What the task requires: Pick each line that has "lineWidth" out of the records.

Source data below:

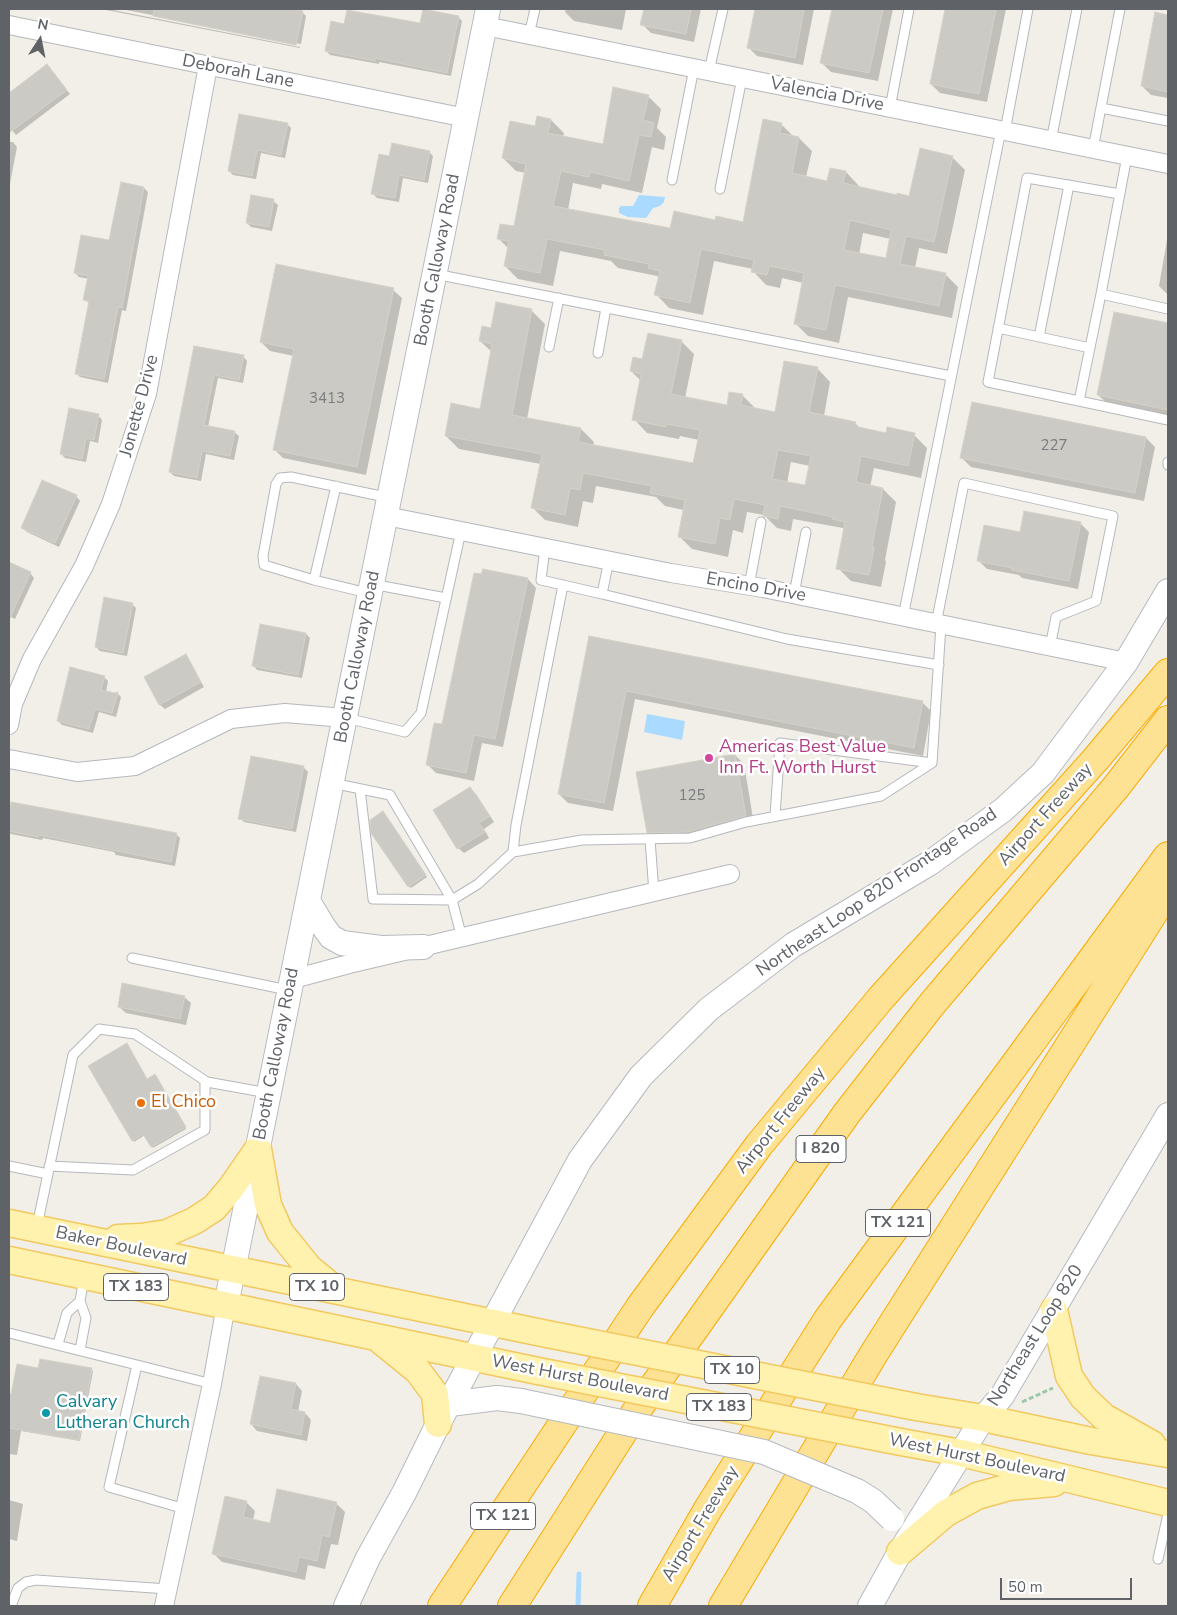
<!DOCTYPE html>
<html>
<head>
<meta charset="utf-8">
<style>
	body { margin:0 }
	#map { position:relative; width:1177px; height:1615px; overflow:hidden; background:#f1efe8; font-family:"Nunito Sans",sans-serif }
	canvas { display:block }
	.frame { position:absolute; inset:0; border:10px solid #5f6368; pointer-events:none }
	.north { position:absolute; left:15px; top:15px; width:50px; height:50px; -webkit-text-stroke:4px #fff; paint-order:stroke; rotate:11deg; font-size:14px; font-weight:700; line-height:20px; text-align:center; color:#5f6368 }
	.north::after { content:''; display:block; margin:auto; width:18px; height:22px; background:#5f6368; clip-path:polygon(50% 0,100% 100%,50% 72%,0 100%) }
	.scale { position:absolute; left:1000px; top:1578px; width:132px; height:22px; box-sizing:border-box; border:2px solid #5f6368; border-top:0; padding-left:6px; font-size:15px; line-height:18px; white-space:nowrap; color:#5f6368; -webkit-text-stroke:4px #fff; paint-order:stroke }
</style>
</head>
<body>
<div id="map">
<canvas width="1177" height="1615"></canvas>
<div class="frame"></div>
<div class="north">N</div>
<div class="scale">50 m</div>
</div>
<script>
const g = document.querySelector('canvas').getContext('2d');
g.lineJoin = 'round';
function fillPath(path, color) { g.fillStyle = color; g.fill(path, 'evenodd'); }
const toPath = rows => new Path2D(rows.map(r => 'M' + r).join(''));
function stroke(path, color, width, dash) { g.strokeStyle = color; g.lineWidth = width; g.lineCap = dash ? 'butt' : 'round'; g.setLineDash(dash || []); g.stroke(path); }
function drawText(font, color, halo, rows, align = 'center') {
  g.font = font + ' "Nunito Sans",sans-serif'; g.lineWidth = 5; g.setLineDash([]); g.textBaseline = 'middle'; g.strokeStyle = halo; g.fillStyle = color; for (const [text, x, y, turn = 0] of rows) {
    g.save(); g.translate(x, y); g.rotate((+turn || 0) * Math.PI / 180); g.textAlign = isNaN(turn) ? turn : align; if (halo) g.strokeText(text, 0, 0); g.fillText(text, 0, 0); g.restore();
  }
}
const water = toPath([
	[639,195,665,197,664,202,660,206,653,208,646,218,628,217,619,213,619,208,621,206,633,206],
	[647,714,685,721,682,740,644,732]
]);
const shadow = toPath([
	[101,9,108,9,300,47,300,48],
	[121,9,287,9,302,12,306,16,301,44],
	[566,9,626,9,622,30,574,21,565,12],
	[645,9,701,9,694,42,651,33,642,24],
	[757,9,814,9,803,65,757,56,749,48],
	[833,9,893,9,878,81,831,72,822,63],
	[947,9,1006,9,987,102,940,93,931,84],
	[1156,14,1168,16,1168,98,1151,95,1142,86],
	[458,17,462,21,451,76,379,62,379,64,330,55,326,51,421,24],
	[47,66,70,94,16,135,9,126,9,95],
	[648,96,661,109,657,128,666,137,664,150,652,147,642,193,602,184,601,189,573,183,568,210,671,230,716,221,744,223,781,124,794,137,799,138,812,151,806,177,828,182,846,172,859,186,858,188,898,197,910,197,952,157,965,170,947,254,919,248,915,268,945,274,958,287,952,318,848,297,839,343,808,336,795,323,803,283,782,278,780,288,766,285,753,271,753,269,714,261,703,315,669,308,656,294,659,278,657,276,618,268,611,261,560,251,553,286,518,279,505,266,509,249,499,239,515,228,526,173,516,171,503,158,536,127,551,120,564,133,563,137,604,145],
	[863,233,891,239,887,260,859,255],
	[287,124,291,128,285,158,261,153,256,179,233,175,229,171],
	[9,142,13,142,17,147,9,189],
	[429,152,433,156,428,183,403,178,399,202,377,198,372,193,390,158],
	[144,188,148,192,126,311,122,310,108,383,80,377,76,373,90,304,84,299,89,279,79,277,75,273,110,242],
	[273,201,278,205,272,231,251,227,247,223],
	[1168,234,1168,295,1159,286],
	[393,290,402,298,366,475,283,458,274,449,294,356,270,351,261,342],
	[532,311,545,324,527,419,581,429,594,442,593,446,694,464,699,440,680,436,679,439,647,433,634,419,641,381,631,371,643,361,681,341,694,354,685,398,728,406,730,393,743,396,756,409,776,413,817,368,830,382,824,416,855,423,861,429,887,434,914,435,927,448,921,478,874,468,870,487,883,489,896,502,885,560,886,562,881,587,851,581,838,568,845,530,843,528,793,519,791,531,777,528,764,515,747,512,743,533,733,530,728,557,692,549,679,536,684,510,665,506,656,497,596,486,593,503,583,501,578,527,545,520,532,507,541,464,459,449,446,436,481,410,492,352,480,341,492,329],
	[791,462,810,466,806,487,787,483],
	[1115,313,1168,324,1168,416,1107,403,1098,395],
	[195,347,243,356,247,361,243,383,218,378,208,427,234,432,239,436,234,460,206,454,201,481,174,476,170,472],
	[98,415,102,420,98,443,90,441,86,462,65,458,61,454],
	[1146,438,1155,447,1144,501,971,467,962,458],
	[76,496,80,501,59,547,27,532,22,528],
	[1080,523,1089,532,1078,589,1022,578,1019,575,987,569,978,560,1021,533],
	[9,564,30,573,34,578,15,619,9,616],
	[528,579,536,588,503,747,482,743,474,781,436,773,427,764],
	[132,604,136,608,127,656,100,651,96,647],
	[306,634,310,638,302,678,257,670,253,665],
	[590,637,922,702,931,711,923,756,635,699,613,811,568,803,559,794],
	[185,656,189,660,204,687,165,709,160,705,145,678],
	[104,677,108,681,106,692,115,694,117,693,121,697,116,717,99,712,93,733,62,725,58,721],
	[735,755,744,764,754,824,657,841,648,832],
	[252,757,304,768,308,772,296,832,244,822,240,818],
	[470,788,476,794,494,822,484,829,489,838,464,853,458,848],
	[12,804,176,834,180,838,175,866,116,855,114,852,43,838,42,840,11,834,9,832,9,821],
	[384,814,427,877,411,888,409,886],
	[184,997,191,1003,186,1025,126,1013,119,1007],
	[156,1078,186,1129,153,1148,145,1135,134,1142,133,1140,148,1080],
	[39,1370,91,1370,93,1371,80,1441,21,1431,17,1455,9,1454,9,1395,12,1396],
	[296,1384,302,1391,298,1412,305,1413,311,1420,307,1441,257,1431,251,1424],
	[9,1500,23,1504,17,1541,9,1539],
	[246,1502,255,1511,253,1520,271,1524,336,1503,345,1512,338,1545,331,1544,325,1569,308,1565,305,1580,222,1562,213,1553]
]);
const stream = toPath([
	[578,1606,579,1574]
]);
const building = toPath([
	[154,9,293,9,303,11,296,45,153,16,154,9],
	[423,9,459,16,447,73,375,58,375,61,325,51,331,21,344,24,347,10,420,23,423,9],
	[644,9,691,9,686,34,640,25,644,9],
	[755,9,804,9,795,58,747,48,755,9],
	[832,9,883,9,869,73,820,63,832,9],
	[945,9,996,9,979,94,930,84,945,9],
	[1155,12,1168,15,1168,92,1141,86,1155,12],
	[47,64,67,90,9,133,9,93,47,64],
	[613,87,649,95,643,120,654,123,651,137,639,135,629,181,590,172,589,177,561,171,553,206,670,228,674,211,715,220,716,216,743,222,763,119,782,123,780,133,799,137,792,173,827,181,830,168,846,171,843,183,897,195,897,193,909,196,920,148,953,156,934,242,906,236,900,264,946,273,939,306,835,285,826,330,794,324,804,273,769,266,767,275,751,272,754,260,701,249,690,303,654,295,660,271,648,268,649,264,604,255,605,250,547,239,540,273,504,266,509,241,497,239,500,224,514,226,526,164,502,158,510,121,535,126,537,116,551,119,548,133,603,144,613,87],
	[850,220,891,230,886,258,844,250,850,220],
	[239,114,288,123,281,155,257,150,252,176,228,171,239,114],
	[392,143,430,151,424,180,399,175,395,198,371,194,379,154,389,156,392,143],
	[121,182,144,187,122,308,118,307,104,379,75,374,89,301,83,300,88,276,74,273,81,235,109,240,121,182],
	[251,195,274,199,269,227,246,223,251,195],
	[276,264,394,288,357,467,273,450,294,349,260,342,276,264],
	[496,302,532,309,512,415,581,428,578,442,693,463,700,430,667,424,666,427,632,420,641,374,630,371,633,357,642,359,648,333,682,340,671,394,727,405,729,392,743,394,741,405,775,412,784,361,818,367,809,412,856,422,854,426,886,433,887,427,915,433,908,466,861,456,856,482,883,488,872,547,874,547,869,575,836,569,845,522,832,519,833,517,780,506,778,519,763,516,765,505,734,499,730,520,720,518,715,544,678,537,685,500,650,493,652,486,583,473,580,490,570,488,565,515,531,508,542,454,445,436,451,403,480,409,492,344,479,341,482,326,491,328,496,302],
	[778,450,811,456,805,485,772,479,778,450],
	[1114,312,1168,323,1168,410,1097,395,1114,312],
	[194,346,244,355,239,380,214,375,204,425,235,431,230,456,202,451,197,478,169,472,194,346],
	[972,402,1146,437,1135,493,960,458,972,402],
	[69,408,99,414,94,440,86,438,82,459,60,454,69,408],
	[42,480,77,495,55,543,21,528,42,480],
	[1024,511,1081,522,1069,581,1012,570,1012,568,977,561,984,525,1020,532,1024,511],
	[9,562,31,572,9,620,9,562],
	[483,569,528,578,495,739,474,735,466,773,426,765,434,723,442,724,474,573,481,574,483,569],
	[104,597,133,603,123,653,95,647,104,597],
	[260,624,306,633,298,675,252,666,260,624],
	[589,636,923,701,914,748,626,691,604,803,558,794,589,636],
	[186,654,201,682,159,705,144,677,186,654],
	[70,667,105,676,101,690,115,693,118,692,112,713,95,709,89,729,57,721,70,667],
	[735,754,746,816,687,832,647,833,636,772,735,754],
	[251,756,304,766,292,829,238,819,251,756],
	[470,787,490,816,479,823,485,832,457,849,433,810,470,787],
	[11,802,177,833,171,862,39,835,38,837,9,831,9,814,11,802],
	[383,811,426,875,408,887,371,833,370,820,383,811],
	[122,983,185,996,180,1019,118,1007,122,983],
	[127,1043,147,1079,155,1074,186,1127,151,1147,143,1134,132,1141,88,1066,127,1043],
	[40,1359,92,1368,79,1440,9,1428,9,1394,11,1394,17,1364,38,1368,40,1359],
	[260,1376,296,1383,291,1409,305,1412,301,1435,250,1424,260,1376],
	[277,1489,337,1502,329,1537,322,1535,317,1561,299,1557,296,1572,212,1554,225,1496,247,1501,243,1517,270,1523,277,1489]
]);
const path = toPath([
	[1022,1402,1053,1388]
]);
const lane = toPath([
	[529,35,535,9],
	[709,71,723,9],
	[890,108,909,9],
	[1101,108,1168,121],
	[1005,131,1028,9],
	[1051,141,1077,9],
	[1093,149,1120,9],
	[1127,156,1101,294,1079,401,1168,420],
	[672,180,694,68],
	[720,189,742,78],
	[435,274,951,376],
	[1101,294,1168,309],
	[998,328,1090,348],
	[1039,337,1069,185],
	[549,347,559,298],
	[598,353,606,308],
	[1079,401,988,382,1027,178,1120,194],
	[1168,462,1168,465],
	[545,548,541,580,602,594,609,560],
	[314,580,336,486],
	[372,584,446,598],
	[563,585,516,825,513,852,582,840,690,838,746,822,881,796,932,763,941,625],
	[749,586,761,522],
	[368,593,314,580,264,565,263,556,276,484,280,478,291,477,390,498],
	[602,594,787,639,939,665],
	[794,594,806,532],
	[903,617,1001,130],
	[936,624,964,483,1113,516,1096,601,1056,617,1050,647],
	[346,718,405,732,421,713,461,531],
	[332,783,390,795,452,900],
	[360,789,373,899,452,900],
	[775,816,780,743,932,763],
	[650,839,654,893],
	[462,938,452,900,478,884,513,852],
	[132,958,288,990],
	[9,1166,48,1174],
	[49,1166,133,1170,205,1130,205,1081],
	[37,1226,73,1055,99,1029,135,1034,207,1082,268,1093],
	[9,1333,137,1365],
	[58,1344,67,1313,80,1301],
	[80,1350,86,1318,80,1301,84,1278],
	[185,1509,109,1487,137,1365,212,1384],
	[1158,1559,1168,1514],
	[11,1606,18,1588,26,1582,36,1580,168,1589]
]);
const street = toPath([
	[9,25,466,118],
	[485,26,1168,164],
	[386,516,671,573,763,588,1126,662],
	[9,725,13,704,32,659,84,566,111,504,147,394,208,66],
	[9,759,77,772,135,766,231,719,285,713,345,718],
	[293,979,349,964,730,874],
	[164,1606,212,1384,226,1305]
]);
const secondary = toPath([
	[308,901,323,926,331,937,342,943,381,948,423,947],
	[226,1305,488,9],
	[450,1404,497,1398,521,1401],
	[346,1606,368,1558,404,1493,438,1424,580,1160,641,1076,709,1009,793,945,930,863,1003,810,1043,773,1126,662,1168,591],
	[870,1606,900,1552,983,1418,1002,1396,1168,1115]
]);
const primary = toPath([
	[258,1149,268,1205,280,1232,309,1268,336,1290],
	[9,1223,547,1334],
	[118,1238,141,1237,167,1233,194,1221,214,1208,231,1188,258,1149],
	[9,1260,538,1371],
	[1054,1310,1069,1376,1083,1397,1104,1417,1152,1444],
	[381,1341,418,1371,435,1394,438,1424],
	[916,1407,983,1418,1091,1441,1168,1454],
	[901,1442,961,1453,1168,1503],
	[900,1552,946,1513,977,1496,1009,1487,1054,1483]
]);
const highway = toPath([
	[442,1606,640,1307,759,1145,881,998,1095,760,1168,673],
	[512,1606,639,1407,847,1113,932,1004,1116,787,1168,720],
	[652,1606,708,1509,828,1319,1168,856],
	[723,1606,873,1355,1168,890]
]);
const secondaryBridge = toPath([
	[521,1401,764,1452,857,1491,873,1501,892,1519]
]);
const primaryBridge = toPath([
	[547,1334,916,1407],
	[538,1371,901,1442]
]);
const markers = [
	[709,758,5,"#d1479c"],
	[141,1103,5,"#e8710a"],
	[46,1413,5,"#0f9aa8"]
];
const numberNames = [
	["3413",327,399],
	["227",1054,446],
	["125",692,796]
];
const shields = [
	[821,1149,50],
	[898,1223,65],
	[136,1287,65],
	[317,1287,55],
	[732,1370,55],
	[719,1407,65],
	[503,1516,65]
];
const shieldNames = [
	["I 820",821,1149],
	["TX 121",898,1223],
	["TX 183",136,1287],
	["TX 10",317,1287],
	["TX 10",732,1370],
	["TX 183",719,1407],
	["TX 121",503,1516]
];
const streetNames = [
	["Deborah Lane",238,72,11],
	["Valencia Drive",827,95,11],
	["Booth Calloway Road",438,260,-79],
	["Jonette Drive",140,406,-75],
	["Encino Drive",756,588,10],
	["Booth Calloway Road",358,657,-79],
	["Airport Freeway",1046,815,-48],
	["Northeast Loop 820 Frontage Road",877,893,-34],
	["Booth Calloway Road",277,1054,-79],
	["Airport Freeway",781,1121,-51],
	["Baker Boulevard",121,1247,12],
	["Northeast Loop 820",1036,1336,-58],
	["West Hurst Boulevard",580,1379,11],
	["West Hurst Boulevard",977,1459,12],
	["Airport Freeway",701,1524,-59]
];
const hotelNames = [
	["Americas Best Value",719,748],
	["Inn Ft. Worth Hurst",719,769]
];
const foodNames = [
	["El Chico",151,1103]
];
const cultureNames = [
	["Calvary",56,1403],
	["Lutheran Church",56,1424]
];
fillPath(water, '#aadaff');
fillPath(shadow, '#0003');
stroke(stream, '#aadaff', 5);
fillPath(building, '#cccac5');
stroke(building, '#d6d1c6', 1);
stroke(lane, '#b5b8bc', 11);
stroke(street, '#b5b8bc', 20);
stroke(secondary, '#b6babf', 26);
stroke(primary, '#f2c960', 29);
stroke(highway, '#f9ab00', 30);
stroke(path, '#9cc7a9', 3, [5, 2.5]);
stroke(lane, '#fff', 9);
stroke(street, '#fff', 18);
stroke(secondary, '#fff', 24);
stroke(primary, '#fff2af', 26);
stroke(highway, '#fde293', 28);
stroke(secondaryBridge, '#b6babf', 26, []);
stroke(primaryBridge, '#f2c960', 29, []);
stroke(secondaryBridge, '#fff', 24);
stroke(primaryBridge, '#fff2af', 26);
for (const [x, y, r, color] of markers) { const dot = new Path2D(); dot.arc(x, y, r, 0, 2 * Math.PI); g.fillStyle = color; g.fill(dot); stroke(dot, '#fff', 2); }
drawText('15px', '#7a7d7f', null, numberNames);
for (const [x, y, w] of shields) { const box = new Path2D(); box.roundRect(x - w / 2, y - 13.5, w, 27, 4); g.fillStyle = '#fff'; g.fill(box); stroke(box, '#5f6368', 1); }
drawText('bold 16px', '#5f6368', null, shieldNames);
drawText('18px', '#5f6368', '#fff', streetNames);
drawText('18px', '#b23c85', '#fff', hotelNames, 'left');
drawText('18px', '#c56008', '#fff', foodNames, 'left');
drawText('18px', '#0d838f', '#fff', cultureNames, 'left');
</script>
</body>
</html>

End of Source data.

Solution:
function stroke(path, color, width, dash) { g.strokeStyle = color; g.lineWidth = width; g.lineCap = dash ? 'butt' : 'round'; g.setLineDash(dash || []); g.stroke(path); }
  g.font = font + ' "Nunito Sans",sans-serif'; g.lineWidth = 5; g.setLineDash([]); g.textBaseline = 'middle'; g.strokeStyle = halo; g.fillStyle = color; for (const [text, x, y, turn = 0] of rows) {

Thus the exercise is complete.